[Provided data]
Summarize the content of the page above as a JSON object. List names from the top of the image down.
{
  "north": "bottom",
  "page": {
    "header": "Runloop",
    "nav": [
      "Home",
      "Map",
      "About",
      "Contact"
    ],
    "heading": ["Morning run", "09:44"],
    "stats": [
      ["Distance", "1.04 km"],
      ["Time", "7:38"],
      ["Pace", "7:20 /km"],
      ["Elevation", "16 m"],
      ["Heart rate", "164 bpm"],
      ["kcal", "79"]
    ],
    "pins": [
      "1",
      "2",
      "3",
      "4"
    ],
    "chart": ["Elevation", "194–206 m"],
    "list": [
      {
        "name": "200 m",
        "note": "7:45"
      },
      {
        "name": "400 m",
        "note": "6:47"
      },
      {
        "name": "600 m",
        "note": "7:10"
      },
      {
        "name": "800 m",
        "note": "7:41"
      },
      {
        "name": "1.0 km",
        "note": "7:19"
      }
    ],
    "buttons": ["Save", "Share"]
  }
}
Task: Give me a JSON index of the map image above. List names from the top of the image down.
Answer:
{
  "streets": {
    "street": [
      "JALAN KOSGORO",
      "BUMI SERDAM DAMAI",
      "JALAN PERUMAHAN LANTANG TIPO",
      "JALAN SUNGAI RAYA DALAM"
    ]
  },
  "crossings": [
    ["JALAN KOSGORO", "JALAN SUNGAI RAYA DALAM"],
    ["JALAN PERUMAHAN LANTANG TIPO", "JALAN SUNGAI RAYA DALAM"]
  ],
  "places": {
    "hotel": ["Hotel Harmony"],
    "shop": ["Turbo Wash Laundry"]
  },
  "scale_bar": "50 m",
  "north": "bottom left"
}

[Assignment]
In the entries above, find each line containing the string "TIPO" and copy it.

[Result of this task]
      "JALAN PERUMAHAN LANTANG TIPO",
    ["JALAN PERUMAHAN LANTANG TIPO", "JALAN SUNGAI RAYA DALAM"]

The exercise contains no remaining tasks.